Start on a Monday. Wake up listening to the alarm clock. Yes. Listen to the beeping and chirping and the vibrating of your phone. “Wuurrrrrr, wuurrrrrr, wuurrrrrr” it says. It’s time to get up. It’s time to take a shower. Walk half-naked towards it remembering the dreams you used to have and notice you stopped having them. Your nights are empty and silent. Waking up is like a lost dream, where edges blur and clocks make little sense. Each step booms around you, echoing through your apartment in unison with the slowing heartbeat in your chest. You’re dying. Hearts aren’t meant to beat this slow.
Take a shower and get dressed. It doesn’t matter what clothes you wear. Get in your car and drive and take the elevator to your office. Sit down. It’s what you do best. To sit. Take orders from your boss and reply: Yes, sir. No, sir. Yes, sir. You’ve had worse jobs, and even though what you do is meaningless, to occupy your wasting brain makes time fly by. You’re back home in no time. A quick microwave dinner stuffs your stomach before it gets to growl. Sit down. Watch Netflix. Fall asleep on the couch and wake up forty minutes later with drool dripping from your cheek. Stumble towards your bed half-remembering the times when your mom carried you back. You’ll call her one of these days, when you’re less busy. Sleep.

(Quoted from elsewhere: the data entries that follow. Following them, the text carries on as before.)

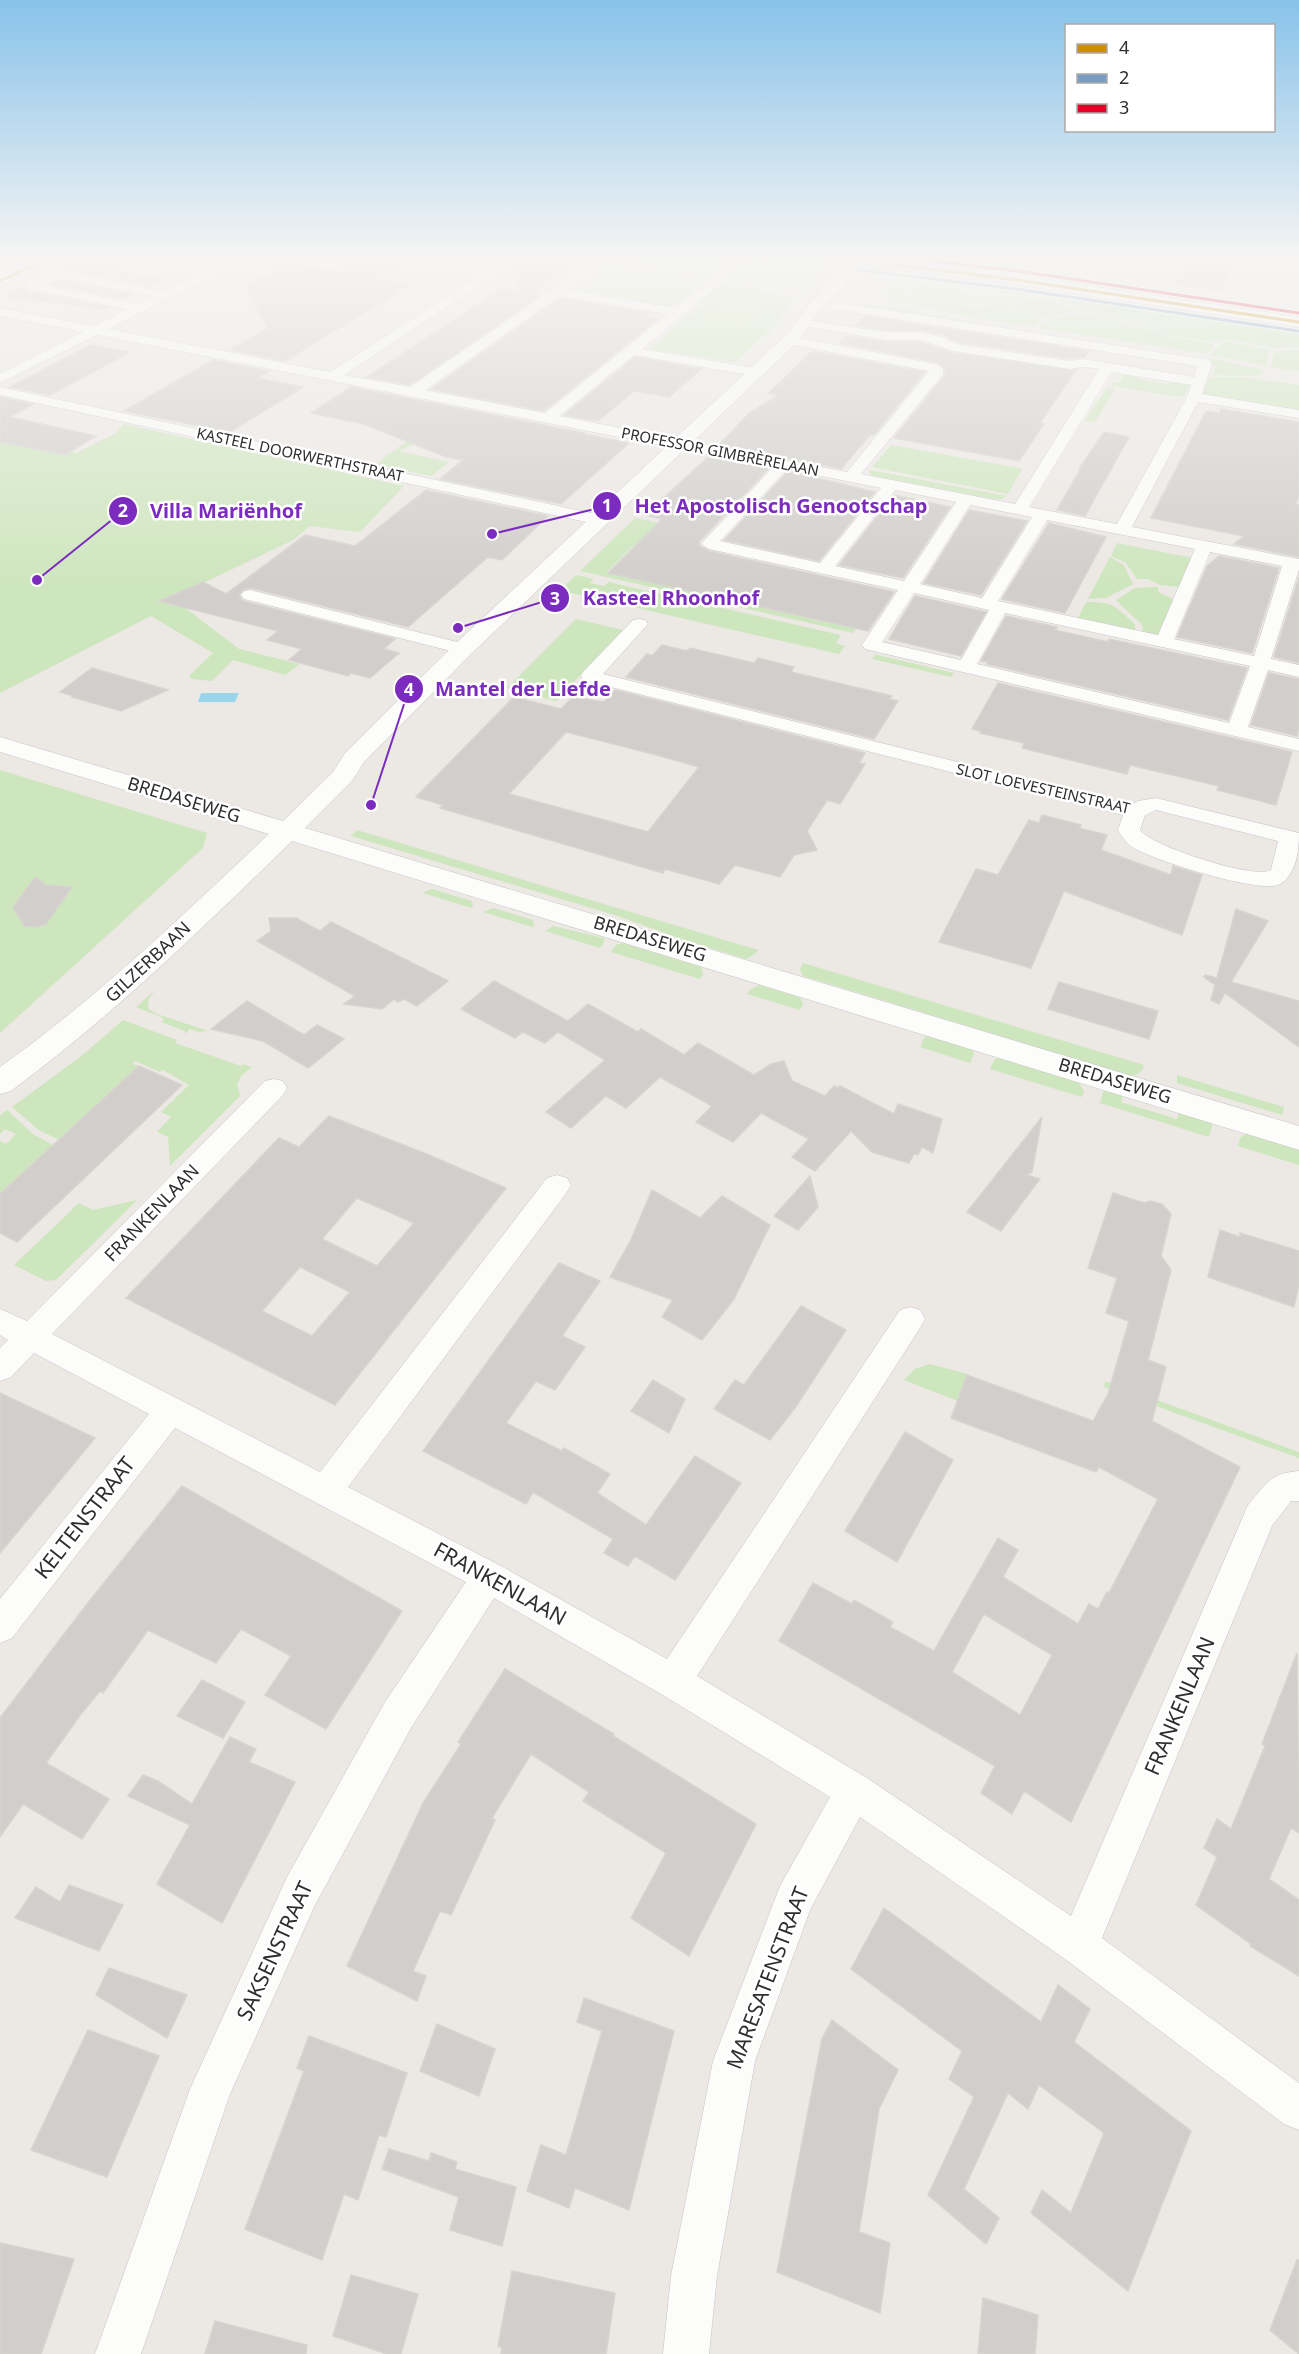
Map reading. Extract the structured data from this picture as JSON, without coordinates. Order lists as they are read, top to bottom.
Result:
{
  "streets": {
    "street": [
      "PROFESSOR GIMBRÈRELAAN",
      "KASTEEL DOORWERTHSTRAAT",
      "SLOT LOEVESTEINSTRAAT",
      "BREDASEWEG",
      "GILZERBAAN",
      "FRANKENLAAN",
      "KELTENSTRAAT",
      "SAKSENSTRAAT",
      "MARESATENSTRAAT"
    ]
  },
  "crossings": [
    ["BREDASEWEG", "GILZERBAAN"],
    ["FRANKENLAAN", "KELTENSTRAAT"],
    ["FRANKENLAAN", "SAKSENSTRAAT"],
    ["FRANKENLAAN", "MARESATENSTRAAT"]
  ],
  "places": [
    "Het Apostolisch Genootschap",
    "Villa Mariënhof",
    "Kasteel Rhoonhof",
    "Mantel der Liefde"
  ],
  "legend": ["4", "2", "3"]
}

Repeat these instructions with only slight variations on Tuesdays, Wednesdays, Thursdays, Fridays and Saturdays.
Sunday is your day off. Wake up. Take a shower. Eat a cereal and sit down. Receive a call from your brother. Be asked what you’ve been up to. Reply not much. Be asked how you’re doing. Say you’re doing all right. Ask the same questions, receive the same answers. Hang up.

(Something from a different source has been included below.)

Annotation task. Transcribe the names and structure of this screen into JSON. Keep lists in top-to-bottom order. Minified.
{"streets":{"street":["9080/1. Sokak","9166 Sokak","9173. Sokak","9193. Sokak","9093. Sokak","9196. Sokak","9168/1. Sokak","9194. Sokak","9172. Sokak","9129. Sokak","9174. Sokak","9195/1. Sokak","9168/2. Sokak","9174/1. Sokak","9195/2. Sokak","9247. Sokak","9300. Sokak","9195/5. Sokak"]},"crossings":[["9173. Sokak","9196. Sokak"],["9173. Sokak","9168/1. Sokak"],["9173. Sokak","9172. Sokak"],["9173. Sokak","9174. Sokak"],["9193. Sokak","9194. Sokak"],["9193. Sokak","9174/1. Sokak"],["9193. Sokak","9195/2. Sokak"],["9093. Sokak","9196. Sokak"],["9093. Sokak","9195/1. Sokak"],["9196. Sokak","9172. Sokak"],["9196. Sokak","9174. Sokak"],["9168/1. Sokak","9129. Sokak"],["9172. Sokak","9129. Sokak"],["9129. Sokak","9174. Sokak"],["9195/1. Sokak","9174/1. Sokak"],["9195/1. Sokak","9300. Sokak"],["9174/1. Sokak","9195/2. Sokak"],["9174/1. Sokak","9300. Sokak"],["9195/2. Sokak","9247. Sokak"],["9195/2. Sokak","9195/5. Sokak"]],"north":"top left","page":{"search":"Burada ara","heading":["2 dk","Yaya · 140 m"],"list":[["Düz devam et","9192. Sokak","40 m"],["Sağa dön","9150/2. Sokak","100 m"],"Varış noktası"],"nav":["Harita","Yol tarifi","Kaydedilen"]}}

Think. Not all manuals include this step, let me tell you. By acknowledging this will happen, though, we can eliminate the element of surprise, and the event will be, although no less painful, expected.
Think of the questions your brother asked. Count the days you’ve lived up to now. Realize you can’t remember yesterday, or the day before, or the week before. Find out, for the twentieth time, your life is monotony. You have been driving down this featureless road for years, and it doesn’t seem to end. The horizon stretches even further than when you first saw it. Days blur together and the nights disappear. There are more memories from middle school, in which you spent three years, than from your current job in which you’ve spent six. Pinch yourself to make sure you’re still alive. Verify that indeed, you are.
Chug a beer and sit down. Watch Netflix. Fall asleep on the couch. Wake up forty minutes later. Cry.
It’s Monday. Get to the office and take the elevator. Be seen by a co-worker. Let her ask: “Are you okay?” Say, you’re fine. Listen to her say: “You don’t look fine.” Admit that you’ve had better days. Receive a recommendation for a great song that will pick your day up. Go to your desk and work. Rationalize no song could make a difference in your life and how could she be sure it would pick your day up, she’s not a wizard, and she’s full of shit. Listen to the song. Feel a little better. Raise the left side of you mouth slightly. Don’t let it be a smile.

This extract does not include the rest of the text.